Manufacturers in Maine are pushing back against electricity costs that rose sharply this summer as a result of state policy meant to encourage the use of solar and wind power.
The Public Utilities Commission is again looking into how much of a power bill should be used to incentivize renewable energy projects. Manufacturers, policymakers, utilities and others agree that Maine must add more solar and wind energy to reach targets for reduced greenhouse gas emissions. Disagreements focus on how to apportion the cost.
The recent change in how rates are calculated has particularly angered large consumers of electricity.
Jim Lynch, co-founder of Maine Commercial Tire Inc. – a significant energy user that retreads more than 34,000 truck tires a year – said his electricity bill is up $10,000 a year at his Hermon site, adding to the $15,000 a month he’s already paying for 50,000 to 55,000 kilowatt-hours each month, depending on production.
“That’s $10,000 going out the door, for what?” he said. “I just don’t understand.”
Maine Commercial Tire, which has been in business for 34 years, faces competitors who do business in low-tax states such as New Hampshire, Lynch said. He was one of several business owners who complained to regulators about the steep increase.
Milo Chip, a paper products manufacturer that employs four workers, told the PUC its monthly bill is up by $6,000. That brings the full monthly electric bill to more than $10,000, office manager Isabelle McKenna said, adding the business may be forced to close in the near future. A hardwood and softwood pulp inventory should provide a few weeks of chipping, she said. The company has been in business for 12 years.
“It is so horrible,” she said. “It’s not sustainable.”
HOW WE GOT HERE
State policy requires utilities to collect ratepayer money as part of the net energy billing program that provides generators with credit for renewable power they produce and send to the electric grid. Ratepayers also help fund Maine’s low-income assistance program and some storm recovery costs.
The PUC decided in April 2023 that Versant Power and Central Maine Power should collect money by charging ratepayers a fixed monthly fee as well as others based on electricity use. The revised rates didn’t kick in until this past July for customers of Versant, which serves northern and eastern Maine.
The fixed rates vary by customer class such as residential, small business, small commercial, medium commercial, large commercial and industrial.
Electricity use varies significantly among customers in the different classes. Each customer in a particular class pays the same fixed charge regardless of how much electricity is used. Other rates are based on how much electricity is used.
Generators of renewable energy also are feeling the impact of sharply higher rates. “I have yet to hear from a member who has benefited from the rate design,” said Eliza Donoghue, executive director of the Maine Renewable Energy Association.
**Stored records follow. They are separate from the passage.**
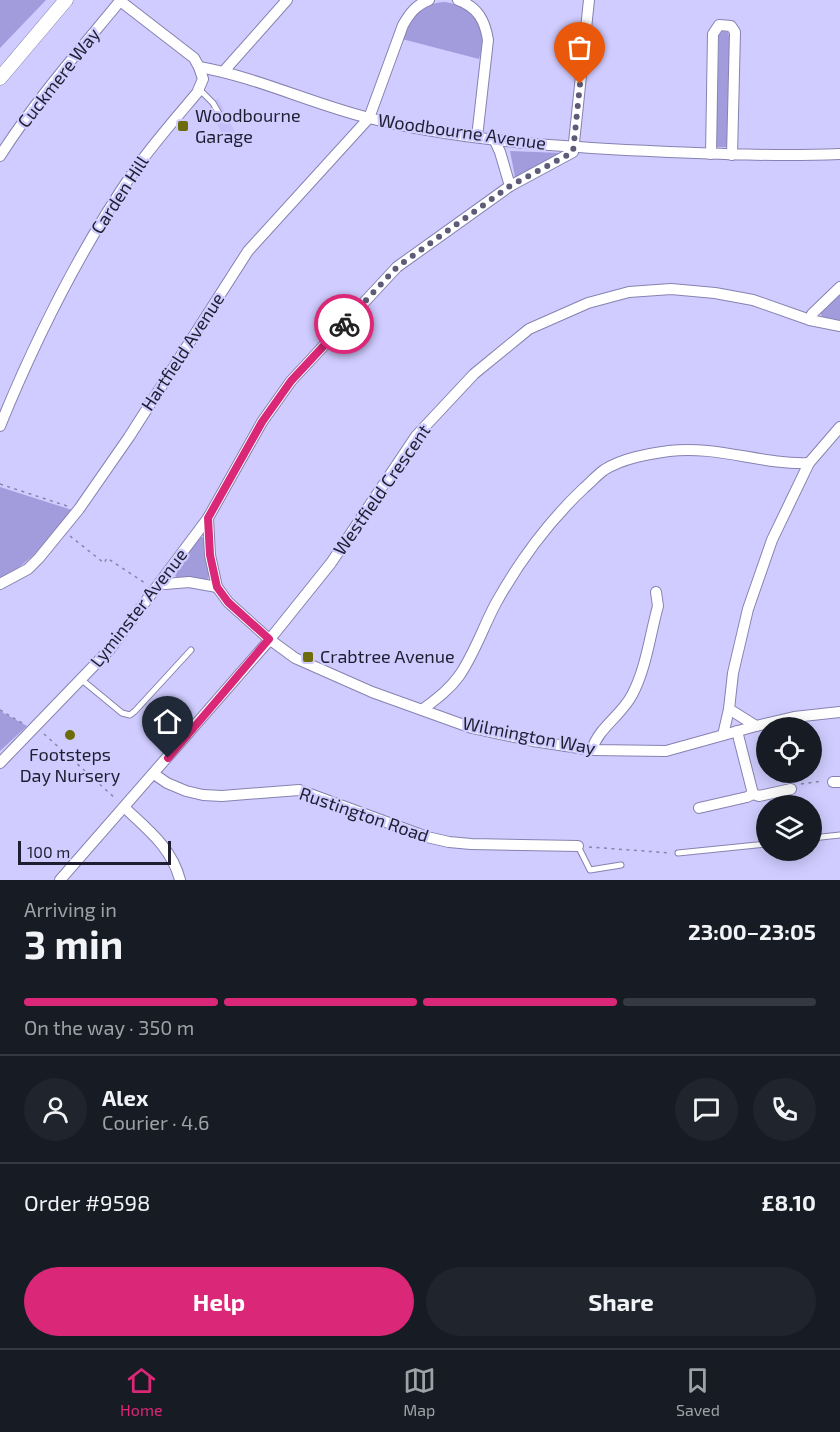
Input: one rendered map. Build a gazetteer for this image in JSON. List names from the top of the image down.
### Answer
{
  "streets": {
    "street": [
      "Cuckmere Way",
      "Woodbourne Avenue",
      "Carden Hill",
      "Hartfield Avenue",
      "Westfield Crescent",
      "Lyminster Avenue",
      "Wilmington Way",
      "Rustington Road"
    ]
  },
  "crossings": [
    ["Woodbourne Avenue", "Hartfield Avenue"],
    ["Woodbourne Avenue", "Lyminster Avenue"],
    ["Westfield Crescent", "Wilmington Way"],
    ["Lyminster Avenue", "Wilmington Way"]
  ],
  "places": {
    "transit": ["Woodbourne Garage", "Crabtree Avenue"],
    "other": ["Footsteps Day Nursery"]
  },
  "scale_bar": "100 m",
  "page": {
    "scale": "100 m",
    "heading": ["3 min", "Arriving in", "23:00–23:05"],
    "panel": [
      "Alex",
      "Courier · 4.6",
      "Order #9598",
      "£8.10"
    ],
    "bar": "On the way · 350 m",
    "buttons": ["Help", "Share"],
    "tabs": ["Home", "Map", "Saved"]
  }
}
In July, just as some were noticing their bills climb, the PUC launched an investigation into the alternate rate designs and may order changes to “adjust for inequities or to effectuate legislative policy directives. ”
Regulators said an analysis showed that the fixed charge affected some larger rate classes “dramatically.” Low electricity users in some classes are paying much more than if billed only on the volume of electricity used and large users in some classes paying much less.
Several manufacturers met recently with representatives of the Governor’s Energy Office, which said it encouraged businesses to participate in the PUC investigation and will ask regulators to act expeditiously in reviewing the effects of the rate change.
DESIGNING EQUITABLE RATES
Versant Power said rates that took effect July 1 increased bills for 55 of 76 large customers – classified based on electricity consumption, voltage and other factors – and doubled or more than doubled the bills of 11. Billed amounts decreased for the remainder.
Net energy billing rules have vexed state lawmakers and regulators for years. Gov. Janet Mills and the Legislature expanded eligibility in 2019, directing utilities to buy power from solar projects with up to 5 megawatts of capacity at fixed rates. The change led to a significant rise in community solar projects, raising questions about the cost of the subsidy.
Deciding how to pay to promote renewable energy has also led to more PUC cases that make an already complicated issue even more difficult to decipher. The Maine Renewable Energy Association urged regulators to consolidate cases “that can address all of the issues and produce a rate design that is equitable.”
“As these lengthy proceedings have amply demonstrated, inequitable results require even more dockets to achieve a rate design that is equitable and within the PUC’s legislative mandate,” the group said.
Tony Buxton, a Portland lawyer who represents the Industrial Energy Consumer Group that speaks for manufacturers, said the issue is inscrutable to most electricity customers. “A typical ratepayer has no chance of understanding how to follow this,” he said.
And Public Advocate William Harwood called the process “procedurally very messy.”
AN EMERGENCY FOR BUSINESSES
Falling costs for solar panels also undermine the case for sizable ratepayer subsidies for the solar industry, said Patrick Woodcock, president and chief executive officer of the Maine State Chamber of Commerce.
“It makes no sense that we compensate . . . to the extent we are,” said Woodcock, who directed the Maine Energy Office under then-Gov. Paul LePage.
Lynch, the co-founder of the commercial tire facility, said businesses in Maine face an emergency over rising electricity costs.
“It’s time we pulled the fire alarm,” he said.